Things are Still Good!

I haven’t technically “graduated” yet… But grad school is done! I should probably celebrate that at some point.

The Data Journal Guide is 90% finished for the original planned content.

I’m now “TOGAF Certified”. So if you ever need some enterprise architecting, I guess I’m your man.

Our pseudo 75-hard is going really well!

We did a small upgrade to our small deck and we love it. Especially in the spring time. I’m writing this on it right now. Makes us feel like this:

And other good things may be on the horizon!

AI Thoughts

AI will Influence “Normal”

AI has a certain style of writing.

Everyone who regularly works with AI is being exposed to this style of writing.

In effect – it’s like we will all have the same friend whom we go to for help writing & proofing things.

I have already consciously adapted my writing style to mimic the effective style of AI.

👉 I’m accentuating this effect now, but not by much.

Local Large Language Models are Pretty Good!

As I previously wrote about, I own the entry-level Mac Mini.

On it, I can run local AI (meaning private and no internet required) using Ollama + open-source AI models… for free.

  1. Install Ollama
  2. Install an AI Model (which Ollama helps you do)
    1. The new gemma4 is quite solid
      1. → I’m running gemma4:e4b locally

And guess what? They are getting pretty good! Even for my low-powered baseline Mac Mini. The quality and speed of the results are “good enough” for day-to-day use.

And what’s great about this is:

  • Usable: I can run as many prompt cycles as I want.
  • Sustainable: I don’t feel like running this is hurting the rainforest (I’m using my own machine, and it draws very little power).
  • Perpetual: I never have to worry about this simply “going away”—it’s mine, and it’s on my hardware.

Used it for this

I used it to help draft & edit this blog post. I actually do not run my Columns through AI as a rule, but this time I’ve made an exception.

Tool I Want

There’s a workflow I’ve tried to approximate, but I haven’t found the right solution for it yet.

Situation: I’m driving, or riding a bike.

flowchart
a(Dictate intermittent thoughts out loud over 20+ minutes)
b(Transcribe those thoughts to text)
c(Send that text to a capable LLM)
d(The LLM provides a cleaned up summary)
e(I take action based on said thoughts)
a-->b-->c-->d-->e

I know I have the necessary tools to do this, but they don’t remain configured or operational when I need them most.

Hopefully after WWDC this year we’ll learn Siri can do something like this.

Superpower Unlocked

I finally recognized the terminal for what it is – an always-available scripting environment.

Duh.

I’m not sure why I never thought to really trying playing with it. It’s awesome.

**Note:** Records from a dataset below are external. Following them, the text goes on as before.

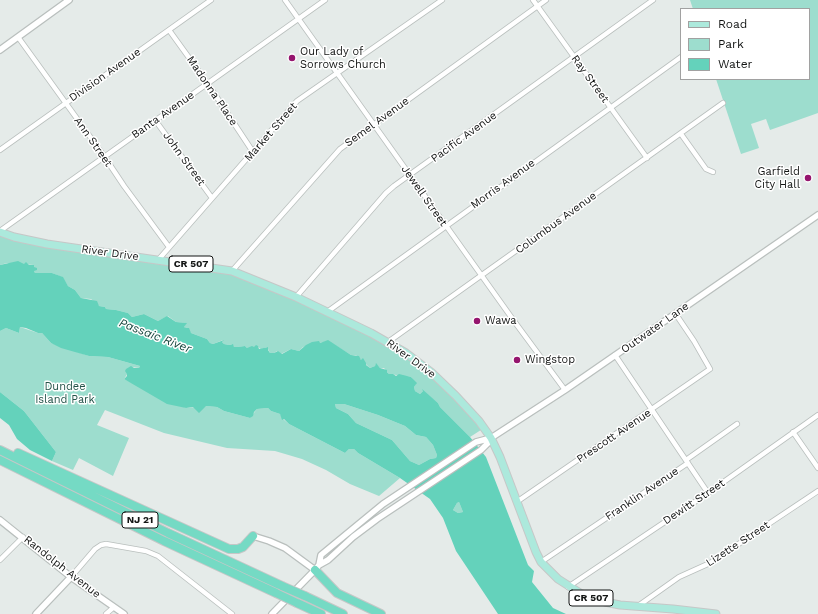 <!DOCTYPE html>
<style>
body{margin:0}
#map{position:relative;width:818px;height:614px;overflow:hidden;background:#e5ebe9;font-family:"Work Sans",sans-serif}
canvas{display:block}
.legend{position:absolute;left:680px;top:8px;width:130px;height:72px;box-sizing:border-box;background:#fff;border:1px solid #a1a1a1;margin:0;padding:5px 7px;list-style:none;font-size:12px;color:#131514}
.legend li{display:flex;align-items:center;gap:8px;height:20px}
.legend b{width:20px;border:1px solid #a1a1a1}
</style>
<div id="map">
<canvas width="818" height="614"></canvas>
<ul class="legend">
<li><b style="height:5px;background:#ace9dc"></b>Road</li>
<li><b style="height:11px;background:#9dddce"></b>Park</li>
<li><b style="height:11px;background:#64d2bb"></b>Water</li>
</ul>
</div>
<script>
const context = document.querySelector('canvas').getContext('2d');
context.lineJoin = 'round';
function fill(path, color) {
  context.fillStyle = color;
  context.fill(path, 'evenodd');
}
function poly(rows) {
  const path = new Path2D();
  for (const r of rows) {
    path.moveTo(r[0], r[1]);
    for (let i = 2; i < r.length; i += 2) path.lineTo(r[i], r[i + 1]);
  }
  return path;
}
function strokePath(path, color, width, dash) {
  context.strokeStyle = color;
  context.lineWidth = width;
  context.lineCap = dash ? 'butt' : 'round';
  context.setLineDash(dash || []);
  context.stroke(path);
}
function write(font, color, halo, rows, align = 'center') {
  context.font = font + ' "Work Sans",sans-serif';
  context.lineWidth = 3;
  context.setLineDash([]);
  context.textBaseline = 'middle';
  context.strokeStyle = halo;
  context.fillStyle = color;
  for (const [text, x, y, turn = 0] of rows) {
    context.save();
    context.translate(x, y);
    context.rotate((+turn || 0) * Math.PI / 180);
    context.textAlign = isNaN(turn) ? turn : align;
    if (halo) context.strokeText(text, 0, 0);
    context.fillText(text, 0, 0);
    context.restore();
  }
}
fill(poly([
 [690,0,818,0,818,113,770,130,766,119,751,124,759,148,741,154,716,79,809,79,809,9,693,9],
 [0,232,47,244,232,271,388,342,440,380,484,428,470,437,440,407,438,403,423,391,420,394,415,391,414,387,416,384,411,377,389,374,384,368,380,368,376,364,375,366,370,368,356,355,351,355,328,341,303,347,299,351,291,349,281,354,277,351,274,353,270,353,267,347,261,349,258,347,247,348,245,346,237,347,234,347,232,344,229,345,224,344,222,342,223,340,213,344,210,343,207,339,191,333,184,327,186,323,176,322,168,316,158,321,144,314,132,317,128,313,116,310,106,309,105,307,99,306,91,299,81,298,75,290,68,286,62,277,52,273,35,273,34,271,34,265,7,263,0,265],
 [20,327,38,333,42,333,51,343,89,356,108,357,140,366,139,368,132,367,124,379,186,408,206,406,217,407,224,411,250,418,257,409,268,408,271,411,280,414,283,419,289,424,345,453,349,449,354,449,358,453,400,478,379,496,350,484,326,470,302,459,275,451,227,448,164,433,105,410,97,425,129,438,113,476,79,458,73,470,52,461,56,452,24,411,0,392,0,331,6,328,19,333],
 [335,404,344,404,378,415,405,426,416,435,426,437,433,445,437,455,436,458,430,459,419,465,410,461,392,440,356,423,348,414,336,408],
 [459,502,463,512,458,513,453,510,457,503]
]), '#9dddce');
fill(poly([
 [18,261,24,264,26,262,29,265,34,265,34,267,37,268,37,270,34,271,35,273,52,273,63,277,68,286,75,290,81,298,97,301,99,306,105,307,106,309,116,310,128,313,132,317,144,314,158,321,167,316,176,322,187,323,184,327,186,328,189,328,191,333,207,339,210,343,213,344,224,340,222,342,224,344,229,345,233,344,234,347,237,347,245,346,247,348,252,346,254,347,256,345,258,346,259,349,268,347,268,350,270,353,274,353,278,351,282,354,291,349,299,351,306,345,312,342,319,341,320,343,328,340,351,355,359,356,361,360,363,358,366,363,366,365,370,368,375,366,376,363,380,368,387,370,387,372,389,374,393,374,396,376,399,374,411,377,417,383,414,387,415,391,420,394,423,391,422,389,438,403,440,407,470,437,486,457,528,565,534,571,532,582,553,608,566,614,498,614,456,551,443,518,430,499,400,478,358,453,354,449,349,449,345,453,289,424,284,419,282,420,280,414,271,411,268,408,257,409,254,412,253,416,250,418,224,411,217,407,206,406,199,413,193,407,186,408,167,404,124,379,127,376,127,374,125,371,126,369,131,366,134,368,139,368,140,366,108,357,89,356,61,348,51,343,42,333,38,333,26,328,20,327,19,333,6,328,0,331,0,265],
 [335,404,344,404,378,415,405,426,416,435,426,437,433,445,437,455,436,458,430,459,419,465,410,461,392,440,356,423,348,414,336,408],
 [459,502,463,512,458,513,453,510,457,503],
 [0,392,24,411,56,452,52,461,30,450,17,439,9,425,0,418]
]), '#64d2bb');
const minor = poly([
 [285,0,514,321,565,390],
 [533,0,647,158],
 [169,30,208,84,253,152],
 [18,37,104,156,124,186,169,247],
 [155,120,212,198],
 [681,134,706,169,713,172],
 [0,150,211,0],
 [0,231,325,0],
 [159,259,297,101,442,0],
 [232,271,340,149,546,0],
 [296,297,386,193,394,186,653,0],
 [327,312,681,57],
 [388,342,723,103],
 [615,355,708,493],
 [793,432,818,468],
 [686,460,737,424],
 [518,501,710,369,694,341,675,313],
 [0,560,23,537],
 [541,562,688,463],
 [71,577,95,549,101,545,106,544,146,551,158,556,232,614],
 [568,587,708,493,818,415],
 [638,606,679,577,710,563,818,491],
 [106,614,114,607]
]);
const tertiary = poly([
 [0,50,69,0],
 [0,520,71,577,124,614],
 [253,536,269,541,285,548,315,570],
 [319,565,328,560,353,537,377,519,481,450,488,443,491,438],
 [36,614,71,577],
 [272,614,315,570,319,565,321,555,383,504,476,442,491,438,565,390,818,215]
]);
const primary = poly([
 [0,232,14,237,47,244,232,271,296,297,371,333,406,353,431,372,456,396,479,421,491,438,500,457,536,552,541,562,558,579,580,593,591,598,605,602,620,605,673,609,716,614]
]);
const motorway = poly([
 [0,450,168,533,282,586],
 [18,453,229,549,238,549,243,547,253,536],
 [0,460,164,541,276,593],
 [315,570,337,593,381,614],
 [305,596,343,614],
 [297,603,321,614]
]);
strokePath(minor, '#b9bfbd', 6);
strokePath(tertiary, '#b9bfbd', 8);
strokePath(primary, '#c6c7c7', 9);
strokePath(motorway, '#c6c7c7', 10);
strokePath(minor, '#fff', 4.5);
strokePath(tertiary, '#fff', 5.5);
strokePath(primary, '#ace9dc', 7);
strokePath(motorway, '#75dac4', 8);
const motorwayBridge = poly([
 [282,586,305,596],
 [276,593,297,603]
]);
strokePath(motorwayBridge, '#c6c7c7', 10, []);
strokePath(motorwayBridge, '#75dac4', 8);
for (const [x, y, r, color] of [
 [292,58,4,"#95156e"],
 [808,178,4,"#95156e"],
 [477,321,4,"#95156e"],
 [517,360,4,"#95156e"]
]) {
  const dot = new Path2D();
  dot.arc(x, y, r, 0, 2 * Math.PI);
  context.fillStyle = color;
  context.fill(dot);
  strokePath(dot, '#fff', 1.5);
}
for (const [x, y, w] of [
 [191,264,44],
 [140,520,36],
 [591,598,44]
]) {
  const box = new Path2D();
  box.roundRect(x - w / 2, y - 8, w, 16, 3);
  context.fillStyle = '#fff';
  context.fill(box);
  strokePath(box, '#131514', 1);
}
write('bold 10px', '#131514', null, [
 ["CR 507",191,264],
 ["NJ 21",140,520],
 ["CR 507",591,598]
]);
write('11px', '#131514', '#fff', [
 ["Our Lady of",300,52],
 ["Sorrows Church",300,65],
 ["Garfield",800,172,"right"],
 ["City Hall",800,185,"right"],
 ["Wawa",485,321],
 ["Wingstop",525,360]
], 'left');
write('11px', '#131514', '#fff', [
 ["Division Avenue",105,75,-35],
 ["Ray Street",590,79,54],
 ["Madonna Place",212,91,56],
 ["Banta Avenue",163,115,-35],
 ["Semel Avenue",377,122,-36],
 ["Market Street",271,132,-49],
 ["Pacific Avenue",464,137,-36],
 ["Ann Street",93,142,55],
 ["John Street",184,159,54],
 ["Morris Avenue",503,184,-36],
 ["Jewell Street",424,196,55],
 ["Columbus Avenue",556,223,-36],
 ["River Drive",110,253,8],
 ["Outwater Lane",655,328,-35],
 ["River Drive",411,359,36],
 ["Prescott Avenue",614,436,-34],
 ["Franklin Avenue",642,494,-34],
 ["Dewitt Street",694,502,-34],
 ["Lizette Street",738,544,-33],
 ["Randolph Avenue",62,567,38]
]);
write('11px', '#245349', '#fff', [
 ["Dundee",65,387],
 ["Island Park",65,400]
]);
write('italic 12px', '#14453c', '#fff', [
 ["Passaic River",155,336,21]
]);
</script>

Turns out all the stuff I liked JavaScript and the browser for… you can basically just do with whatever language.

Duh.

This might be the biggest thing I learned in grad school.

Apple Pi

With the advent of the MacBook Neo, which utilizes an old iPhone chip to drive a full MacBook, it makes me wish there was an “Apple Pi”.

Apple Pi

A Raspberry Pi, but using an old iPhone and running MacOS

If the MacBook Neo can turn a profit for $600, Apple could easily take out the screen, keyboard, battery, case, and turn a profit for, what, $200? Probably less! And it would be as good as my MacBook Neo? Sold. Sold millions.

Vehicular Mansplainer

Vans are trucks that look like cars.

SUVs are cars that look like trucks.

Top 5: Back-Burnered Projects I May Do Next

5. Built-ins in the basement

4. Fix the broken old puzzles on Aaron’s Puzzles

3. Build a generic systems modeling tool

For some reason this idea has kept coming up for most of the past decade. I found plans for this written in a notebook dated 2018.

2. Film a “You Should Make a Data Journal” video

In 2 days the Data Journal finishes it’s 13th year and begins its 14th.

1. This year’s puzzle box

Obviously.

Quote:

Spherical bastards. Bastards no matter which way you look at them. - Physicist Fritz Zwicky

You know what you call a med student who graduated with all D’s?